**ASSIGNMENT**
Restate the following records word for word without images.

**SOURCE INFORMATION**
***
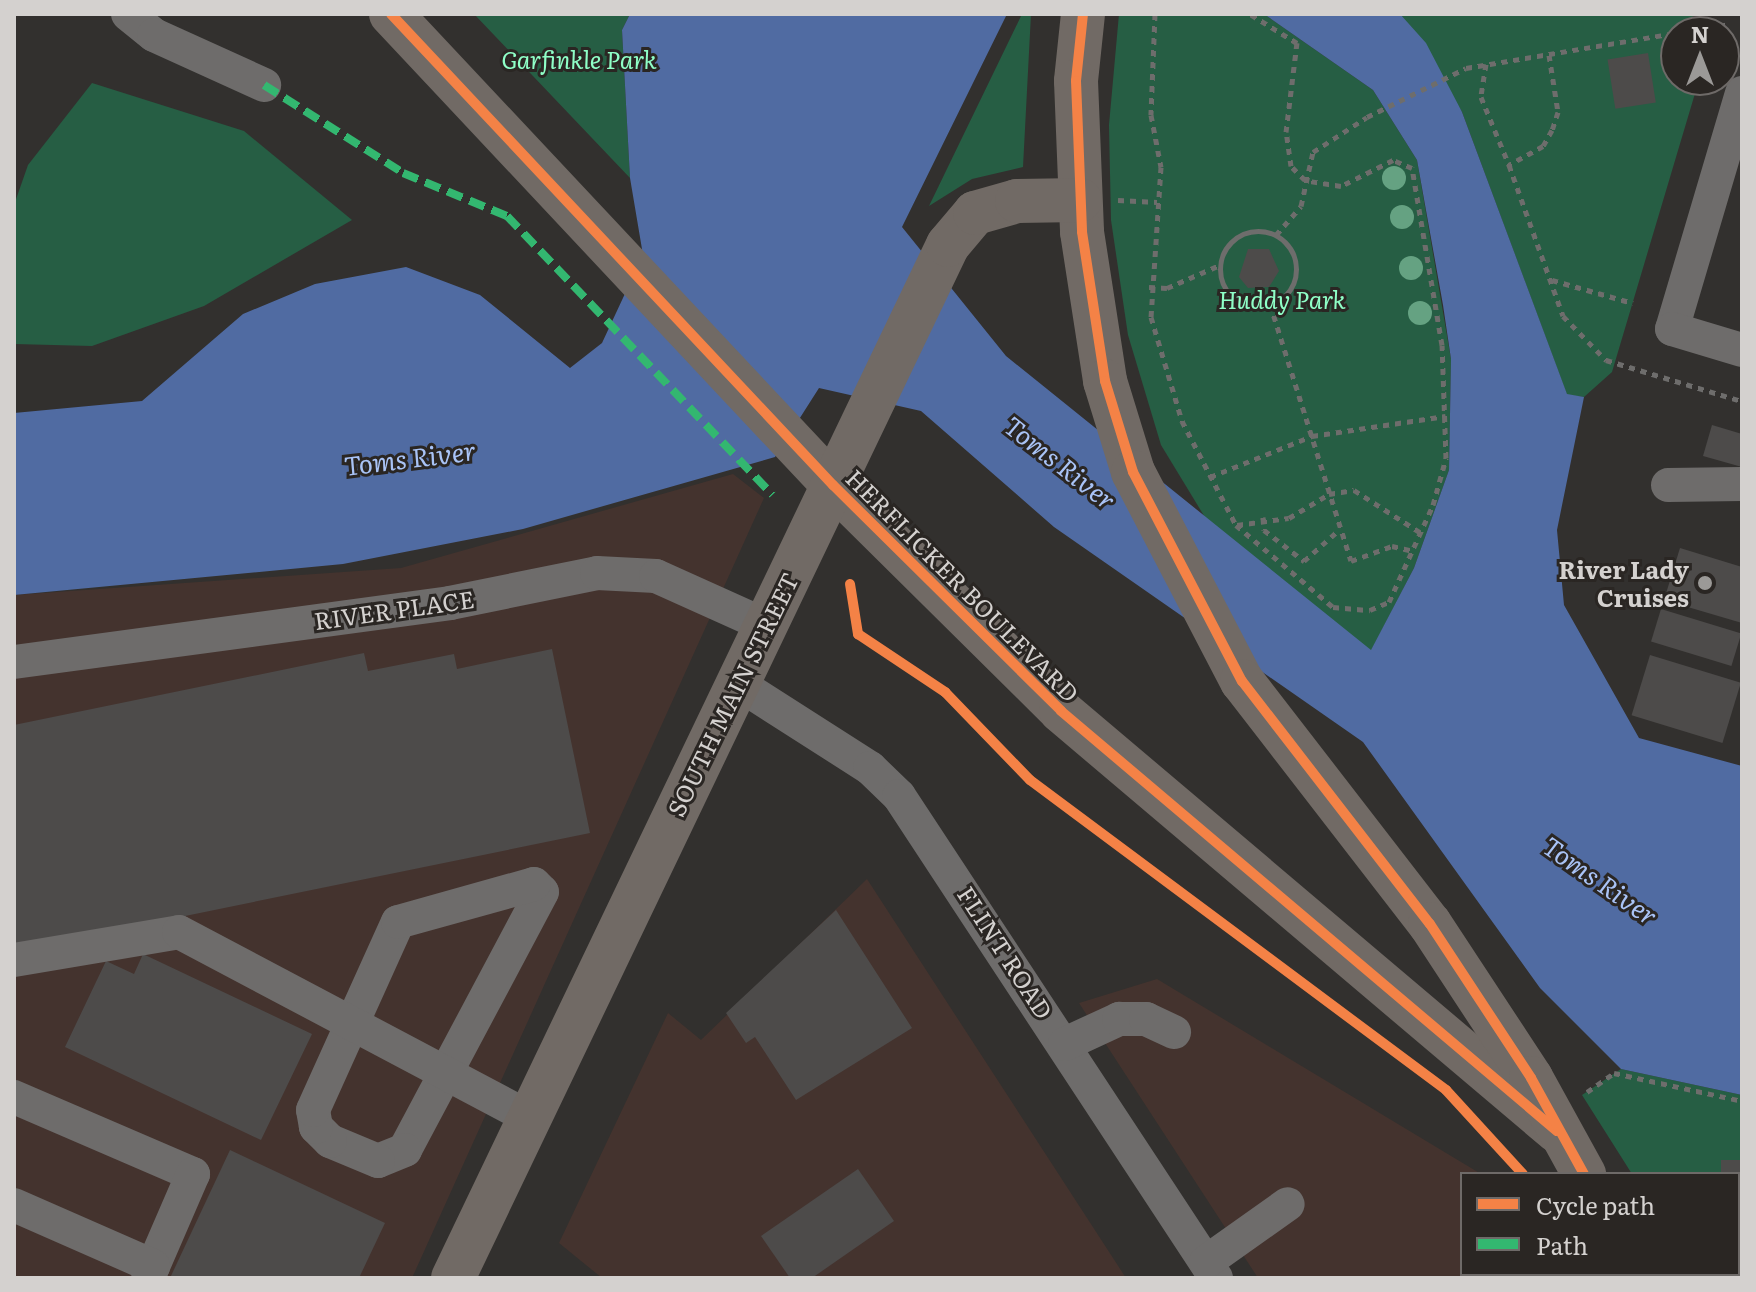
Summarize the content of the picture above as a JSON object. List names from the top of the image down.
{
  "streets": {
    "main road": ["HERFLICKER BOULEVARD", "SOUTH MAIN STREET"],
    "street": ["RIVER PLACE", "FLINT ROAD"]
  },
  "crossings": [
    ["HERFLICKER BOULEVARD", "SOUTH MAIN STREET"],
    ["RIVER PLACE", "SOUTH MAIN STREET"],
    ["SOUTH MAIN STREET", "FLINT ROAD"]
  ],
  "water": ["Toms River"],
  "parks": ["Garfinkle Park", "Huddy Park"],
  "places": ["River Lady Cruises"],
  "legend": ["Cycle path", "Path"],
  "north": "top"
}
***
**ANSWER SECTION**
Summarize the content of the picture above as a JSON object. List names from the top of the image down.
{
  "streets": {
    "main road": ["HERFLICKER BOULEVARD", "SOUTH MAIN STREET"],
    "street": ["RIVER PLACE", "FLINT ROAD"]
  },
  "crossings": [
    ["HERFLICKER BOULEVARD", "SOUTH MAIN STREET"],
    ["RIVER PLACE", "SOUTH MAIN STREET"],
    ["SOUTH MAIN STREET", "FLINT ROAD"]
  ],
  "water": ["Toms River"],
  "parks": ["Garfinkle Park", "Huddy Park"],
  "places": ["River Lady Cruises"],
  "legend": ["Cycle path", "Path"],
  "north": "top"
}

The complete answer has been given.